Quando è arrivata la notizia che era diventato di ruolo?
«Verso il 20 agosto. E posso dire che non ero ancora tranquillo sulla destinazione. Poi è uscita fuori Pesaro: in due scuole, le medie Olivieri e le Pirandello».
Gli altri anni dove li ha passati?
«Dieci anni a Bergamo, poi altri dodici, ci metto anche i due delle abilitazioni, tutti in Romagna».
Con quale concorso è riuscito a entrare in ruolo?
«Con quello del 1990. Da allora ho iniziato ad accumulare punti, ma pensi che si sta verificando una situazione incredibile: molte persone che erano in graduatoria per quel concorso non si trovano più: c’è chi ha cambiato numero di telefono, chi ha lasciato l’Italia, chi è morto».
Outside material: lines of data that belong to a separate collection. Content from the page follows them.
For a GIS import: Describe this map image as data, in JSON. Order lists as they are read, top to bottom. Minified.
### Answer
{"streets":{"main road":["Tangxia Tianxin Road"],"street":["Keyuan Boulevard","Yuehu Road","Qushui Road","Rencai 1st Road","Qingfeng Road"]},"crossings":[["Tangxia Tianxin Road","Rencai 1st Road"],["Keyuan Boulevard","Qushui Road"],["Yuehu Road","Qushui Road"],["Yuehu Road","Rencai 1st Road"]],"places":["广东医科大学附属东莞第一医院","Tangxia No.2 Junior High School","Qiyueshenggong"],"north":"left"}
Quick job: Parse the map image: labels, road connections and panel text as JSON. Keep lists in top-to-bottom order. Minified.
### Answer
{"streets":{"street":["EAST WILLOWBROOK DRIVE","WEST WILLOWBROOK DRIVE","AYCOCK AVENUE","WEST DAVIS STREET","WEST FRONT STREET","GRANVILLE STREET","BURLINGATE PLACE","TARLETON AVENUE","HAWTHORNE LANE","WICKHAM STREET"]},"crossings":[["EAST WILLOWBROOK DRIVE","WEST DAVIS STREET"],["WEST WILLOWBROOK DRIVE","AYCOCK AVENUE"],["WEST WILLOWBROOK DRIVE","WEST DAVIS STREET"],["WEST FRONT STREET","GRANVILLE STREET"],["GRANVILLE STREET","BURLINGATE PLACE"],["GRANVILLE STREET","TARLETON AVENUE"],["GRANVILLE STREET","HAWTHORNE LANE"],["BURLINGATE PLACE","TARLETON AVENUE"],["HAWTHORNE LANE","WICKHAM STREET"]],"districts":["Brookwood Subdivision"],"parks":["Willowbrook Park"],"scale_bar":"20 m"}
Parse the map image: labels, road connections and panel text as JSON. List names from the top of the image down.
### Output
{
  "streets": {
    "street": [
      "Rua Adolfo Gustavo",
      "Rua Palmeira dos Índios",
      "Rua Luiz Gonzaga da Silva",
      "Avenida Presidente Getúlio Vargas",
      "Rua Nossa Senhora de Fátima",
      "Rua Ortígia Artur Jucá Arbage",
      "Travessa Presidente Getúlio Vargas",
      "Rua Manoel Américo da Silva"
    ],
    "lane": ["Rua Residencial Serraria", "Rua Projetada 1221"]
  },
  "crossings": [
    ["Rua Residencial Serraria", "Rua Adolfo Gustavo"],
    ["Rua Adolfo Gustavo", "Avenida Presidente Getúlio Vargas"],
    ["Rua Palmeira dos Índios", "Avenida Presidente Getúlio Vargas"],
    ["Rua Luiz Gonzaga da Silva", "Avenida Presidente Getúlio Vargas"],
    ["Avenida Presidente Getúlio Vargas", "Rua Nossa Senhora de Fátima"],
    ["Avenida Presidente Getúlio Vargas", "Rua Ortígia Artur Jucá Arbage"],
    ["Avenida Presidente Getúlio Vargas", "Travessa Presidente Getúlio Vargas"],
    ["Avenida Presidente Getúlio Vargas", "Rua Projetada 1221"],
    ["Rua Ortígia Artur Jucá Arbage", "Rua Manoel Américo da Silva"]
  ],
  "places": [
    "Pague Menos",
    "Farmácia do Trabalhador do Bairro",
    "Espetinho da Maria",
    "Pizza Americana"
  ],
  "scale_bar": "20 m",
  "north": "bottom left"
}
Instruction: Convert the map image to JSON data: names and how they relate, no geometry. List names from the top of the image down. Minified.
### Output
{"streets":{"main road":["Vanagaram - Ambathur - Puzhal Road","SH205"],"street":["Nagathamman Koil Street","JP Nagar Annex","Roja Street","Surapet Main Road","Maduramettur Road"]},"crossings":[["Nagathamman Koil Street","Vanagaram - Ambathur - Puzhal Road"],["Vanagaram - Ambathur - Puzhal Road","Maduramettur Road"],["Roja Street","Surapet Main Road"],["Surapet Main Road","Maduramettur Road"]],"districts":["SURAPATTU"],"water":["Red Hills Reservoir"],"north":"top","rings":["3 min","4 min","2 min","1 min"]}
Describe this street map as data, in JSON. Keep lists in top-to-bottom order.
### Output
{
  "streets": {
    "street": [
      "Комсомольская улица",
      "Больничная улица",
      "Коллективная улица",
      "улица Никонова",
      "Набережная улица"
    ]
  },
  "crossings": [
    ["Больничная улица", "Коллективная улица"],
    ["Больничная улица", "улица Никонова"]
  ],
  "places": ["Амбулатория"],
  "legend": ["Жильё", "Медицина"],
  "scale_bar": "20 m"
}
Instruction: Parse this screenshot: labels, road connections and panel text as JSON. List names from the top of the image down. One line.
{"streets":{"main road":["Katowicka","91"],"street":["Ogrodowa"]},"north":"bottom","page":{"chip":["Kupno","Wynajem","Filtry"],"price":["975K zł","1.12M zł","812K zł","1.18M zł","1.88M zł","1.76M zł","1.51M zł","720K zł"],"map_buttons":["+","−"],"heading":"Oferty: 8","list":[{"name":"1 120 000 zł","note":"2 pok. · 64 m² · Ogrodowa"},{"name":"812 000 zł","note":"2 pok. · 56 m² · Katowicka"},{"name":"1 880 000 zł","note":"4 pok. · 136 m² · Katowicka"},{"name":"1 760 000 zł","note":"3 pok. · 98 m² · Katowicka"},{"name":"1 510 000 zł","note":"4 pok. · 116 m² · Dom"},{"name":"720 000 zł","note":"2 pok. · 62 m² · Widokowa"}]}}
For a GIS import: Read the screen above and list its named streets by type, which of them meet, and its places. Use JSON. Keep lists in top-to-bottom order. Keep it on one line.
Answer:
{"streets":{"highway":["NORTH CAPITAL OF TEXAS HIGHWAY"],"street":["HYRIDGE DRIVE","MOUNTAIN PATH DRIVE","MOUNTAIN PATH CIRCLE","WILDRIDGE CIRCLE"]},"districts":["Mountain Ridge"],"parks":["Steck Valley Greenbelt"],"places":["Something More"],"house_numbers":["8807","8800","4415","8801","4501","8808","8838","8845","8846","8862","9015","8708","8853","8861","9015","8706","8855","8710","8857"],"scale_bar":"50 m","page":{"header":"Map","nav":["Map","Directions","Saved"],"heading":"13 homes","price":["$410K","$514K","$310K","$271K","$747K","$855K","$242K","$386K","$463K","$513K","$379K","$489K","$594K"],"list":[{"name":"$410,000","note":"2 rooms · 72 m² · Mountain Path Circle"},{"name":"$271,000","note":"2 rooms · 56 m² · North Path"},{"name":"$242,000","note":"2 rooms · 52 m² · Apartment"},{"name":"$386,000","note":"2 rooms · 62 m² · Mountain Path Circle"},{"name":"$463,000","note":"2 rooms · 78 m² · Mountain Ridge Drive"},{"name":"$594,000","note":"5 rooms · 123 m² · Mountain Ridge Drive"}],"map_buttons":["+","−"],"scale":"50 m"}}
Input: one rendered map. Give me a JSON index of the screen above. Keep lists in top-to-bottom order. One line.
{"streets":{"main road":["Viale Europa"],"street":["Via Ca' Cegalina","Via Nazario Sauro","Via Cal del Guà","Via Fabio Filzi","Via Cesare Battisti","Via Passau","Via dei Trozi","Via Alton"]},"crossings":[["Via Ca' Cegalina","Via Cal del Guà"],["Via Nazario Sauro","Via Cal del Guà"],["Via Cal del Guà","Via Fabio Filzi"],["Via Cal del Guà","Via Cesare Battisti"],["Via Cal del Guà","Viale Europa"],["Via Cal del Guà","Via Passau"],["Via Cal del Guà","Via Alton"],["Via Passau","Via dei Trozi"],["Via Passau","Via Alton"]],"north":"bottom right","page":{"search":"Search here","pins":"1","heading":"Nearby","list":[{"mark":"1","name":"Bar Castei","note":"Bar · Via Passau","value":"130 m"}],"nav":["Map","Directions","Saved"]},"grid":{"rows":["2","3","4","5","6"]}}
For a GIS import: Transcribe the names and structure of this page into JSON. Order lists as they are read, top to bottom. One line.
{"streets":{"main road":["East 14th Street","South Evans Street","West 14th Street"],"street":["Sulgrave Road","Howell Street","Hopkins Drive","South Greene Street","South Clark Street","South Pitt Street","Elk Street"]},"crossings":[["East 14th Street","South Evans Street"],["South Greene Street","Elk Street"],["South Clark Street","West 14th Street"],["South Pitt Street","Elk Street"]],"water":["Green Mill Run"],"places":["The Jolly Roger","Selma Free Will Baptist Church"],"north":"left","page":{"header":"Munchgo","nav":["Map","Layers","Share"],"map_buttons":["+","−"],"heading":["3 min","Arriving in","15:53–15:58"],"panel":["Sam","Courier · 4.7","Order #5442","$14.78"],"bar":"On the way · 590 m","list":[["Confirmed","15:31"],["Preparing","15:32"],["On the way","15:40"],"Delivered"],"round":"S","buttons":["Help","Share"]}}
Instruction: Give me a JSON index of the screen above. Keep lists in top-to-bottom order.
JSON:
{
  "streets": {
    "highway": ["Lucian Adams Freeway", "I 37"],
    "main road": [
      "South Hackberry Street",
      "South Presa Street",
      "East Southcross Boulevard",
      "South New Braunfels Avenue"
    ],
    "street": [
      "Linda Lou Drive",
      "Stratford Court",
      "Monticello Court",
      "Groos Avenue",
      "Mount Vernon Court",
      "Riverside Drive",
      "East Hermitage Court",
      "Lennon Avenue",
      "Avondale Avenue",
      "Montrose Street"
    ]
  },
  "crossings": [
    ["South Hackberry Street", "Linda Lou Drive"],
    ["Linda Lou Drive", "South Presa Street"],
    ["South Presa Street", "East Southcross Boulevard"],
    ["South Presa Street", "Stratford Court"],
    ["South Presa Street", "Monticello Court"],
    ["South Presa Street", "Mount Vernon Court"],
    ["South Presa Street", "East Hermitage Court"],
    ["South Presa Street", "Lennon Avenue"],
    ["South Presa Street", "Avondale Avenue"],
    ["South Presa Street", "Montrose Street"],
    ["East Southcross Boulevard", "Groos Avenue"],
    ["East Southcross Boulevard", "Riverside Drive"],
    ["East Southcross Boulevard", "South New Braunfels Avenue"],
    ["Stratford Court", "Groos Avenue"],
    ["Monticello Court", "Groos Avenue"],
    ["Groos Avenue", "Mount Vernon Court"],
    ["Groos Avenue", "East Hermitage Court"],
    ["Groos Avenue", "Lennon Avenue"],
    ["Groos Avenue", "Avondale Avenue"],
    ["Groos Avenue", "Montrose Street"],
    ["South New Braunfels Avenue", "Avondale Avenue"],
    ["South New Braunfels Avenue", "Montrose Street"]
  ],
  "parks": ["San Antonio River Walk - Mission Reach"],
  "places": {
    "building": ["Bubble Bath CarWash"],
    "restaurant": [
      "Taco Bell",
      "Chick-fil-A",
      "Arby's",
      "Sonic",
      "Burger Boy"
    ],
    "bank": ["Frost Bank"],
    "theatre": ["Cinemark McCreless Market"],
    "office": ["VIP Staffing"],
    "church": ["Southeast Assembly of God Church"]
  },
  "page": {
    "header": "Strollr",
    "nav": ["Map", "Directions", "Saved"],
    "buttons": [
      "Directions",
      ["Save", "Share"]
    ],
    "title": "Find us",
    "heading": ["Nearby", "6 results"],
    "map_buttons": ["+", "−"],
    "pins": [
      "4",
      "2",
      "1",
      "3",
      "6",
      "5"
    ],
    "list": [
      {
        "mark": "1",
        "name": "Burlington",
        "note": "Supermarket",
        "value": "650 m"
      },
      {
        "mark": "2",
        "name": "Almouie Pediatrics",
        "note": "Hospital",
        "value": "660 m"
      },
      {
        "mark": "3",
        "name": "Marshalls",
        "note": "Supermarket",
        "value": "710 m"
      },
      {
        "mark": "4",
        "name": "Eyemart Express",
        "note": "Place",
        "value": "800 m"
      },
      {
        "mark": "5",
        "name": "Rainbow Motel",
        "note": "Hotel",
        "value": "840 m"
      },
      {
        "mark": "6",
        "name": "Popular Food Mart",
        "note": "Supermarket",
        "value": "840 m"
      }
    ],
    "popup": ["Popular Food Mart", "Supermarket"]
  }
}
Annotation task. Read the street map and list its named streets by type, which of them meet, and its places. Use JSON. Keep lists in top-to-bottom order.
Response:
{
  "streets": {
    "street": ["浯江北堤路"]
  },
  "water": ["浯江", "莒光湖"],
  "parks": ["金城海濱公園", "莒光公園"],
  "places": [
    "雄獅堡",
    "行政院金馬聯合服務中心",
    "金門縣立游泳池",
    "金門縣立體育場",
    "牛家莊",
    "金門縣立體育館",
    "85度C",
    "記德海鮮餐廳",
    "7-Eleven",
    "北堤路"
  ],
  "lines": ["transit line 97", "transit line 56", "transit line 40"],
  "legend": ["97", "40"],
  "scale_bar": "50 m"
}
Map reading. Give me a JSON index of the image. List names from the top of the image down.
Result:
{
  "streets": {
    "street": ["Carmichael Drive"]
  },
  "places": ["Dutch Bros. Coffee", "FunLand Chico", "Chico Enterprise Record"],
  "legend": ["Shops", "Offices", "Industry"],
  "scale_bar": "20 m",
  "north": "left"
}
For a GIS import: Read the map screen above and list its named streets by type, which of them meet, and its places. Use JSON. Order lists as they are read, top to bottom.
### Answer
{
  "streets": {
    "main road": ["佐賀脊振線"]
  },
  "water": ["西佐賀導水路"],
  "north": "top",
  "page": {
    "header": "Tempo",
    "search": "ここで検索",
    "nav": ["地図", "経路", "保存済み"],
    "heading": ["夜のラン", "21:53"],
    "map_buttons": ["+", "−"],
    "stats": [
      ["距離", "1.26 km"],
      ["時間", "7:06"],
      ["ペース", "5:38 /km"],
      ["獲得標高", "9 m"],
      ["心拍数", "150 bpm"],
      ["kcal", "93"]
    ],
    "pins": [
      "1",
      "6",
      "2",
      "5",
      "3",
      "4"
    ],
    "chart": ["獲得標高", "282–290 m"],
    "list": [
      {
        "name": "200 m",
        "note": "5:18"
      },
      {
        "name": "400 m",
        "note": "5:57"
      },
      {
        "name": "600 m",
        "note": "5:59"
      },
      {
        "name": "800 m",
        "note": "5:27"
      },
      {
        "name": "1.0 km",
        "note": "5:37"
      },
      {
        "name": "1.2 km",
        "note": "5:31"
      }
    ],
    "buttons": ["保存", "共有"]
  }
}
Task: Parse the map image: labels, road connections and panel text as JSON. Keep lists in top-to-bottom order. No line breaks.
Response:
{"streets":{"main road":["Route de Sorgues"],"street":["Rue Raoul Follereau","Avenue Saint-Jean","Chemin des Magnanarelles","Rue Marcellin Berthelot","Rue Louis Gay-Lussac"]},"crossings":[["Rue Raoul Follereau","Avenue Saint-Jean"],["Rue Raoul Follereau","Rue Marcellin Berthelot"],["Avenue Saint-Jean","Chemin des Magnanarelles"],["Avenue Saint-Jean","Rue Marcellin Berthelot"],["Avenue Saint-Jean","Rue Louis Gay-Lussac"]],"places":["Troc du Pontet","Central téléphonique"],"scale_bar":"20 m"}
In questo ventennio da precario è riuscito a costruirsi una vita?
«Sì, nel 2002 mi sono sposato. E sono nati due bambini che ora hanno sette e quattro anni. Ma questo è stato possibile anche grazie all’appoggio dei miei genitori e di mia moglie. Quando abbiamo festeggiato mi hanno regalato una targa con scritto sopra ‘Gutta cavat lapidem’, la goccia scava la pietra, perché comunque non ho mollato».